There are many reasons a company would move to a batch type washer over the traditional in-line washing systems. The vast amount of floor space these units consume as well as the utilities and operators needed to maintain the cleaning operation can add up to a real burden on resources of all types.

It is this type of thinking that is driving companies to move to shorter in-line and batch type cleaners. Of course the capacity of this type of machine will greatly impact the amount of product that can be completed in a timely manner.

The limitation of throughput on the smaller equipment will eliminate this option for almost all major contract manufacturers so we are going to focus on the high mix/low volume sector. This group includes Military, Aerospace, and Medical markets as well as others. This paper will compare traditional large in-line cleaning systems to batch (dishwasher) style as well as other batch systems.

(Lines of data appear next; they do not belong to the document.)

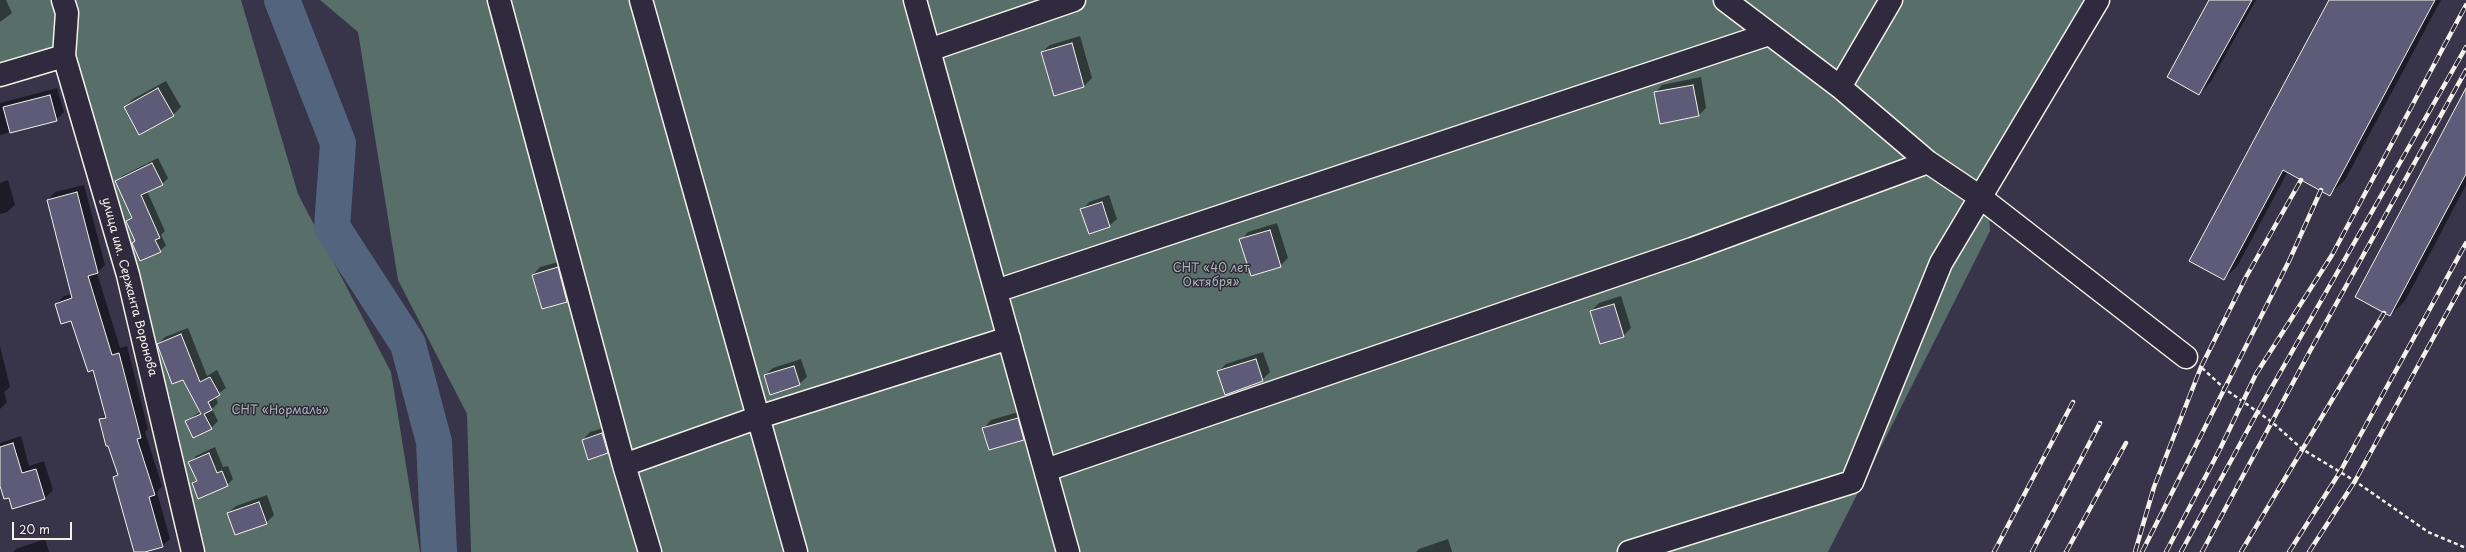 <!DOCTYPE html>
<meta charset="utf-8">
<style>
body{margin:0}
#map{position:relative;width:2466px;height:552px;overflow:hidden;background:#383449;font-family:"Playpen Sans",sans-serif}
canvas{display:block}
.scale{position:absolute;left:12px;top:522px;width:60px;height:18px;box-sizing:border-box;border:2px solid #f4f1e8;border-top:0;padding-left:5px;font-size:12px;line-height:14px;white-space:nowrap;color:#f4f1e8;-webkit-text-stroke:3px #2f2a3d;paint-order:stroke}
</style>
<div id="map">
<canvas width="2466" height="552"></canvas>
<div class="scale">20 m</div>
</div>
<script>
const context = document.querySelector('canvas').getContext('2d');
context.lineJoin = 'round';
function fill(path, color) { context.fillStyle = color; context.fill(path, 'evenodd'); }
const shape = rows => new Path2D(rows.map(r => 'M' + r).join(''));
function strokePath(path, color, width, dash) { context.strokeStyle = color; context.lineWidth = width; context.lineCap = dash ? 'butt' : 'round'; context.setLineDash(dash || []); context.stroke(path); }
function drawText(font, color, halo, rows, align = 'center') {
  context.font = font + ' "Playpen Sans",sans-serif'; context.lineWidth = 3; context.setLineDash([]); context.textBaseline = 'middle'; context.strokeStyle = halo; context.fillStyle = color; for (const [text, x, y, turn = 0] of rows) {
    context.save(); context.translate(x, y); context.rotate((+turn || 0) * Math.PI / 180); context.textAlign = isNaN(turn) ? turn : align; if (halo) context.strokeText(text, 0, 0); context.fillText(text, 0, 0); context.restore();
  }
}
fill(shape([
 [0,0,241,0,298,194,391,372,420,552,193,552,74,67,0,74],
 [320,0,2102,0,1988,195,1990,231,1828,552,471,552,467,414,398,280,358,32]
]), '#586e69');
fill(shape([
 [0,0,6,0,12,13,0,22],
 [2210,0,2256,0,2210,83,2199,94],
 [2330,0,2441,0,2345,180,2330,194,2288,171,2238,265,2224,279],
 [1080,36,1092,78,1084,86,1054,95,1042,52,1050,45],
 [1701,77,1706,108,1699,115,1655,93,1662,85],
 [166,81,181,107,173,115,125,107,133,99],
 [57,88,64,112,56,120,0,135,0,103],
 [2466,90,2466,185,2405,301,2390,315],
 [158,158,168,178,162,184,147,191,165,231,161,235,166,245,160,251,136,241,127,221,132,216,116,182,122,176],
 [8,180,15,205,7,212,0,214,0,183],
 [84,185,105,265,97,273,120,348,127,346,148,429,145,432,162,486,157,492,170,539,162,546,142,552,135,552,114,477,118,473,100,420,106,414,94,369,72,319,56,304,64,296,72,294,48,200,55,192],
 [1109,195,1117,219,1109,226,1082,210,1089,202],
 [1277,223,1288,258,1280,266,1241,240,1248,232],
 [566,260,574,294,567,301,533,275,540,267],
 [1621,296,1631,328,1623,336,1591,311,1599,303],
 [188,328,207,376,217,370,226,388,215,396,218,403,212,409,218,421,211,428,186,421,201,411,183,379,158,344,165,337],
 [0,346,10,387,4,392,7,402,0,409],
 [1263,352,1270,372,1262,380,1219,371,1226,364],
 [801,359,807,377,799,384,765,375,773,368],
 [1025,410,1031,431,1023,439,984,428,991,420],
 [610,426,615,445,607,453,583,440,590,432],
 [21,436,29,466,44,461,53,490,45,498,13,508,10,497,0,483,0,443],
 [215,447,223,467,228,466,233,479,227,485,193,484,197,479,190,462,196,456],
 [267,495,274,515,266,523,228,513,236,506],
 [45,539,49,552,13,552,16,549],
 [1448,539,1452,552,1416,552,1419,549]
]), '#0007');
strokePath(shape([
 [282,0,338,143,332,227,408,344,434,442,439,552]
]), '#53647e', 36);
const building = shape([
 [2209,0,2252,0,2199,95,2167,77,2209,0],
 [2329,0,2435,0,2330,196,2283,170,2224,280,2189,261,2329,0],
 [1072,43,1084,87,1054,96,1041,52,1072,43],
 [1693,85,1699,116,1660,124,1654,92,1693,85],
 [158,88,174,116,139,135,124,107,158,88],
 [2466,88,2466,174,2390,316,2355,297,2466,88],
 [50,95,57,121,10,133,3,107,50,95],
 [152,163,163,185,141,195,160,238,155,240,161,252,140,261,132,243,135,241,126,221,132,218,115,181,152,163],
 [77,192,98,273,88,276,112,355,119,353,141,438,137,439,155,495,149,497,163,547,145,552,134,552,113,477,118,475,108,446,106,446,99,419,106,418,93,370,88,372,71,321,61,324,55,304,72,298,47,200,77,192],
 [1102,202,1110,227,1089,234,1080,209,1102,202],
 [1270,230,1281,267,1251,276,1239,239,1270,230],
 [558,267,567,302,542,309,532,275,558,267],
 [1614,304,1624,337,1600,344,1590,311,1614,304],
 [181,334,200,382,210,377,220,395,208,402,212,410,204,414,212,429,193,438,185,421,201,414,183,380,172,384,157,344,181,334],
 [1256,359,1263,381,1225,395,1217,371,1256,359],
 [794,366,800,385,770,395,764,375,794,366],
 [1018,418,1024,440,989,450,982,428,1018,418],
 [602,433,608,453,588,460,582,440,602,433],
 [13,443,22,473,36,469,45,499,12,509,9,498,4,499,0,486,0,447,13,443],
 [209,453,217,473,222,471,228,486,198,499,192,483,197,481,188,462,209,453],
 [259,502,267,524,235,535,227,513,259,502]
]);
fill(building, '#5e5b78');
strokePath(building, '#f4f1e8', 1);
const minor = shape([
 [63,0,67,13,64,56,128,275,193,552],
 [499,0,624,465,650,552],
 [641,0,796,552],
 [915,0,1068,552],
 [1725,0,1840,87,1928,162,1980,197,2186,357],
 [929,50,1074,0],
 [0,75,64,56],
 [1840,87,1891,0],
 [996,291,1769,34],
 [624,465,759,417,1009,338],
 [1046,470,1692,249,1928,162],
 [1629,552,1852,482,1941,263,2098,0]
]);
strokePath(minor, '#f4f1e8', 25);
strokePath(shape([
 [2202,368,2225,389,2272,422,2302,449,2355,481,2428,532,2466,548]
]), '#f4f1e8', 2.5, [4, 3]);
strokePath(minor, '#2f2a3d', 22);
const rail = shape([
 [1994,552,2073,402],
 [2032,552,2100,423],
 [2066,552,2126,443],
 [2135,552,2154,487,2201,367,2246,277,2301,180],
 [2142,552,2289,261,2321,190],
 [2166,552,2220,449,2256,374,2332,255,2466,5],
 [2181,552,2257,413,2466,47],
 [2202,552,2310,351,2466,70],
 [2241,552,2384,313],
 [2289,552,2340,472,2466,243],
 [2309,552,2355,481,2466,278]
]);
strokePath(rail, '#f4f1e8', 4.5);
strokePath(rail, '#2f2a3d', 3, [9]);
drawText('12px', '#aeb6af', '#2f2a3d', [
 ["СНТ «40 лет",1211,269],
 ["Октября»",1211,283],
 ["СНТ «Нормаль»",280,411]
]);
drawText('12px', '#f4f1e8', '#2f2a3d', [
 ["улица им. Сержанта Воронова",129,287,75]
]);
</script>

Each has unique advantages and drawbacks that must be considered when choosing a cleaning system to effectively remove flux residues from your assembly
Orientation of the assemblies is of critical concern when using a batch washer to remove any type of residues if large standoff components are involved and especially when removing a no-clean flux. Not only is spacing important to keep in mind but also the degree of canting the board is subject to in the basket as they do not sit straight up in the racks.

This can play a vital role if you are cleaning a double sided, densely populated assembly. The results of the horizontal orientation with the in-line cleaned sample and also with batch sample 5 show that if the saponifier is given time and thermal energy this is the best way to remove residues.